Therefore, in this study, as the calibration level increases, one additional MOE is introduced to those in the previous levels. The additional MOEs are less aggregated as the calibration level increases, so it is expected that more sophisticated simulation calibration can be conducted, resulting in a simulated traffic flow that is increasingly similar to that in the real world. However, obtaining these decreasingly aggregated data types in the real-world is very difficult. For example, the O–D per lane data in L4 is the most difficult to obtain, as it must be determined by refining the entire vehicle trajectories. In this respect, the five calibration levels evaluated in this study were established not only to reflect an increasingly involved step-by-step calibration procedure (i.e., order of calibration) but also to determine the most reasonable calibration level (i.e., total composition of calibration MOEs) for reliable emissions estimation. In each level of calibration, the corresponding MOEs within the entire network from simulated VISSIM data were compared to those from observed NGSIM data were compared, then the calibration parameters were iteratively adjusted until all performance measurements of all MOEs in each calibration level were within their target ranges. Further details describing the order of calibration, performance measurements, and target ranges according to each MOE are discussed in Section 3.3.

Once each calibration level was complete, we extracted the vehicle trajectory sets. The generated vehicle trajectory sets from NGSIM and VISSIM were input into the MOVES model using OpMode approach, which is able to analyse vehicle emissions in micro-scale. Vehicle emissions were thus estimated according to calibration level by applying each trajectory set, and then compared with calculated emissions from the NGSIM trajectories, which were defined to be the “ground truth” real-world values.

The driving characteristics are not the only important factor in ensuring a reliable emissions estimation: the vehicle composition is also critical. Even if a model is well-calibrated and realistic traffic flow is simulated, emissions estimates can be inaccurate if the actual composition of vehicles is not reflected in the simulation. In order to determine the effect of vehicle composition on the accuracy of emissions estimation, we evaluated an additional trajectory set excluding heavy vehicles at the highest calibration level (L4-pc). Note that we did not evaluate any such “passenger car only” cases in the lower calibration levels because their effects are not only included in L4-pc, but they are also less calibrated than L4, so evaluating the effect of vehicle composition when estimating emissions at lower levels is not a critical problem.

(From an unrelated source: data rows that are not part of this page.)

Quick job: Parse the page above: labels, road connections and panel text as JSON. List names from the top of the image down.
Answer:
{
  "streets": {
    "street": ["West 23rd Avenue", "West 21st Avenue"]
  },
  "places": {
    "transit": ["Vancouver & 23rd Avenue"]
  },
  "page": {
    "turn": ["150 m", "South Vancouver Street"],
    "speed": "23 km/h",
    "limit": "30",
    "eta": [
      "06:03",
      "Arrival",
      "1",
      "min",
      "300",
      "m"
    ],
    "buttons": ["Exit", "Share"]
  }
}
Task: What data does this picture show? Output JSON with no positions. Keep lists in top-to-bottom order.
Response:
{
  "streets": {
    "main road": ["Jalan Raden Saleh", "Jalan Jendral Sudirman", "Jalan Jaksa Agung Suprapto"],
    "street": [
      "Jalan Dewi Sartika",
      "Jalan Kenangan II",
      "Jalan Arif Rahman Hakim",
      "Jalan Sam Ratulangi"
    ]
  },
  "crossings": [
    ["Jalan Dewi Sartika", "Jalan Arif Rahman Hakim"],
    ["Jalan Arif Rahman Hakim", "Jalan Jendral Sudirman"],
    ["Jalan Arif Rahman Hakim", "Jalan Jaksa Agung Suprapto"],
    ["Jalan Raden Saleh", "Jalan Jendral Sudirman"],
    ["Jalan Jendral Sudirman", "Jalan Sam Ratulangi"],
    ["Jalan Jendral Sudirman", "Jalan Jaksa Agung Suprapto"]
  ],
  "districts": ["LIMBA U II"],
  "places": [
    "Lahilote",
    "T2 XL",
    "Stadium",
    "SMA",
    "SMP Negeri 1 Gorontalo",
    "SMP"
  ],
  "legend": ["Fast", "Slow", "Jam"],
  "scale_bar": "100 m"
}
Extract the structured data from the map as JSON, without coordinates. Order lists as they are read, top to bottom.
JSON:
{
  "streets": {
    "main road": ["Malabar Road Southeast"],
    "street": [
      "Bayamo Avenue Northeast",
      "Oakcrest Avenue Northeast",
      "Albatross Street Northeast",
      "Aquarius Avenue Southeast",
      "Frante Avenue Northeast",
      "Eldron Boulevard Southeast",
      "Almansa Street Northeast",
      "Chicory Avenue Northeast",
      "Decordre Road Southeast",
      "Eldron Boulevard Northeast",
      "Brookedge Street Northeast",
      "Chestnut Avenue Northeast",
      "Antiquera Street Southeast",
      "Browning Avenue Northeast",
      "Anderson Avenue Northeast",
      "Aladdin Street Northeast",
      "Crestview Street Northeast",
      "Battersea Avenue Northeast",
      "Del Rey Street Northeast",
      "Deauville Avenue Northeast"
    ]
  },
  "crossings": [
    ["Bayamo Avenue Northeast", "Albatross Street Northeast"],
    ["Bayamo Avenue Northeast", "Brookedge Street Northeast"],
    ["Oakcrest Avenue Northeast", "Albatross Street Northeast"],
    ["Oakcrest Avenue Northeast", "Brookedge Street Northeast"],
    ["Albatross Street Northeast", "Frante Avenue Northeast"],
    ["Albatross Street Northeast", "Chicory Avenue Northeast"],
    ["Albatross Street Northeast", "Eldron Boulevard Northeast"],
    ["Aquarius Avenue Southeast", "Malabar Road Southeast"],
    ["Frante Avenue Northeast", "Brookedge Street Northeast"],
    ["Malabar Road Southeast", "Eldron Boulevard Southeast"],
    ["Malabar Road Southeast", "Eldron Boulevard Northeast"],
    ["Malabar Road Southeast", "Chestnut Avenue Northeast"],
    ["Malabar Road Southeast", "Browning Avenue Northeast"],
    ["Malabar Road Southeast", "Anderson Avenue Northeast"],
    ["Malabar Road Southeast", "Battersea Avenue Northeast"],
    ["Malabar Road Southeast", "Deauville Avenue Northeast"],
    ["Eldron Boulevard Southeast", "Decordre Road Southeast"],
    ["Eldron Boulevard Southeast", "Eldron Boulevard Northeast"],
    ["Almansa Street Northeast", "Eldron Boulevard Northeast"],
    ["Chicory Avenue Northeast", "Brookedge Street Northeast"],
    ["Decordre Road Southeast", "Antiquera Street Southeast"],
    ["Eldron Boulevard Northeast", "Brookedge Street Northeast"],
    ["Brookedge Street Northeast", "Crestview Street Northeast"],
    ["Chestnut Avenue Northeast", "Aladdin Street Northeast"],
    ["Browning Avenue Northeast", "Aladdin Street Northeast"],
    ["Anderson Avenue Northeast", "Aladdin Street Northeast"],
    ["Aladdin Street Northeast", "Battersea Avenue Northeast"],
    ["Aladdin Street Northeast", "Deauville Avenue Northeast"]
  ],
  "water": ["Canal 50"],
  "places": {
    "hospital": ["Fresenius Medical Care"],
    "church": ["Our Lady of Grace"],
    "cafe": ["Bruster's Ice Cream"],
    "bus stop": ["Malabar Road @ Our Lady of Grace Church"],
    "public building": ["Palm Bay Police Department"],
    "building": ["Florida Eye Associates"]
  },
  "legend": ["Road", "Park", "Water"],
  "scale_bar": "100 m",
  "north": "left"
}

3. Traffic Simulation and Calibration

3.1. Study Area

The test network site evaluated in this study was the weaving section of US101 in Los Angeles, CA, as shown in Figure 2. The test section was approximately 640-m long and consisted of five mainline lanes throughout the section, with a 213-m long auxiliary lane for merging between the on-ramp and Ventura Boulevard and the off-ramp at Cahuenga Boulevard. To simulate the traffic flow, calibrate the simulation and calculate emissions, we first obtained the traffic environmental information, aggregated traffic data and individual vehicle trajectories (i.e., speed and acceleration) from the NGSIM data, in which all vehicle movements on the test site were recorded by multiple video cameras and each vehicle’s trajectory was generated using image processing techniques. The trajectory data provided the precise location of each vehicle within the study area every one-tenth of a second (i.e., each vehicle was tracked in every video frame), resulting in detailed vehicle lane positions and locations relative to other vehicles. A total of 45 minutes of data were available in the dataset for peak-time traffic, segmented into three 15 minute periods: 07:50–08:05, 08:05–08:20, and 08:20–08:35, representing the build-up of congestion, transition between uncongested and congested conditions, and full congestion during the peak period, respectively. In the given time period, a traffic volume of 6,101 vehicles was recorded passing through the test section at an average speed of 10.58 m/s (38.10 kph). The entire vehicle composition is shown in Table 1.

3.2. Simulation Setup

Based on environmental information and four basic aggregated traffic data which was explained at Section 2, we built a traffic simulation network using VISSIM which is one of most popular micro-scale traffic simulators for modelling individual vehicle interactions under given traffic conditions. Because of the stochastic nature of VISSIM, we applied a 15 min warm-up and 45 min simulation period, running multiple simulations using random seed numbers. The average result of several simulation runs is reported as the average traffic condition for the given calibration levels.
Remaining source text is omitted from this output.